++++ Records supplied

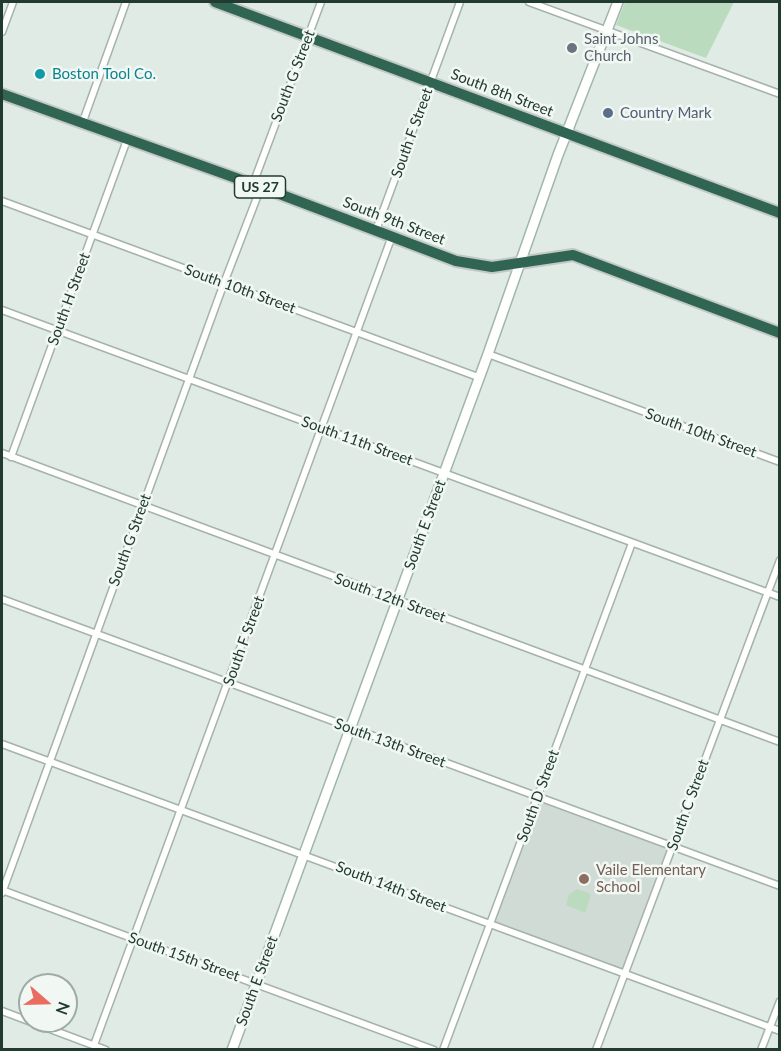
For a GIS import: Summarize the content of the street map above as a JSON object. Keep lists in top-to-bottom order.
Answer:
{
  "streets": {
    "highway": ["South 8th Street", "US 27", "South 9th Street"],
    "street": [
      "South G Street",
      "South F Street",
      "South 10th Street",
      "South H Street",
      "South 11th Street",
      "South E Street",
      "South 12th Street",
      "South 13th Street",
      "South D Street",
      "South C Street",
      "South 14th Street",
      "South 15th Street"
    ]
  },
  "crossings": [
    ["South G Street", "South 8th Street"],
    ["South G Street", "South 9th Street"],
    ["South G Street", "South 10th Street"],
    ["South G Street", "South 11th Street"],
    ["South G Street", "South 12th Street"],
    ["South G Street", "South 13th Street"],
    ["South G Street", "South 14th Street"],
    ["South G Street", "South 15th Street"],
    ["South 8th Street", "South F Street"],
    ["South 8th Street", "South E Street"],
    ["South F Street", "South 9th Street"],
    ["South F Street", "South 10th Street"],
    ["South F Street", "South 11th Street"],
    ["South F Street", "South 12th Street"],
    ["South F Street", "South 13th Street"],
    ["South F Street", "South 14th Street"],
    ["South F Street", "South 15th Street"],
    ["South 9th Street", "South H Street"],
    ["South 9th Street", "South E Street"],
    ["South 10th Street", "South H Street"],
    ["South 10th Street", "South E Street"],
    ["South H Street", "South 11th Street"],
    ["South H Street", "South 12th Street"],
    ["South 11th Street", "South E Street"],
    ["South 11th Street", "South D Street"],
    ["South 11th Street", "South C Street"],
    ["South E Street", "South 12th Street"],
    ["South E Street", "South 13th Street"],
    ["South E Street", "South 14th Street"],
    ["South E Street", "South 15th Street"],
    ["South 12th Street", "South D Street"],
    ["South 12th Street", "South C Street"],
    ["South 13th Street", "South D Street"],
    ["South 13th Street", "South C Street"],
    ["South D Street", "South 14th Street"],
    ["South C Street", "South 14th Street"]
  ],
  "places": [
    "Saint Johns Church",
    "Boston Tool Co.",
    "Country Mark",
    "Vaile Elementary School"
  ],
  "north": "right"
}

++++++++

◆ What needs to be done
Drop the pictures and reproduce the rest of the data exactly.

◆ Your response
For a GIS import: Summarize the content of the street map above as a JSON object. Keep lists in top-to-bottom order.
Answer:
{
  "streets": {
    "highway": ["South 8th Street", "US 27", "South 9th Street"],
    "street": [
      "South G Street",
      "South F Street",
      "South 10th Street",
      "South H Street",
      "South 11th Street",
      "South E Street",
      "South 12th Street",
      "South 13th Street",
      "South D Street",
      "South C Street",
      "South 14th Street",
      "South 15th Street"
    ]
  },
  "crossings": [
    ["South G Street", "South 8th Street"],
    ["South G Street", "South 9th Street"],
    ["South G Street", "South 10th Street"],
    ["South G Street", "South 11th Street"],
    ["South G Street", "South 12th Street"],
    ["South G Street", "South 13th Street"],
    ["South G Street", "South 14th Street"],
    ["South G Street", "South 15th Street"],
    ["South 8th Street", "South F Street"],
    ["South 8th Street", "South E Street"],
    ["South F Street", "South 9th Street"],
    ["South F Street", "South 10th Street"],
    ["South F Street", "South 11th Street"],
    ["South F Street", "South 12th Street"],
    ["South F Street", "South 13th Street"],
    ["South F Street", "South 14th Street"],
    ["South F Street", "South 15th Street"],
    ["South 9th Street", "South H Street"],
    ["South 9th Street", "South E Street"],
    ["South 10th Street", "South H Street"],
    ["South 10th Street", "South E Street"],
    ["South H Street", "South 11th Street"],
    ["South H Street", "South 12th Street"],
    ["South 11th Street", "South E Street"],
    ["South 11th Street", "South D Street"],
    ["South 11th Street", "South C Street"],
    ["South E Street", "South 12th Street"],
    ["South E Street", "South 13th Street"],
    ["South E Street", "South 14th Street"],
    ["South E Street", "South 15th Street"],
    ["South 12th Street", "South D Street"],
    ["South 12th Street", "South C Street"],
    ["South 13th Street", "South D Street"],
    ["South 13th Street", "South C Street"],
    ["South D Street", "South 14th Street"],
    ["South C Street", "South 14th Street"]
  ],
  "places": [
    "Saint Johns Church",
    "Boston Tool Co.",
    "Country Mark",
    "Vaile Elementary School"
  ],
  "north": "right"
}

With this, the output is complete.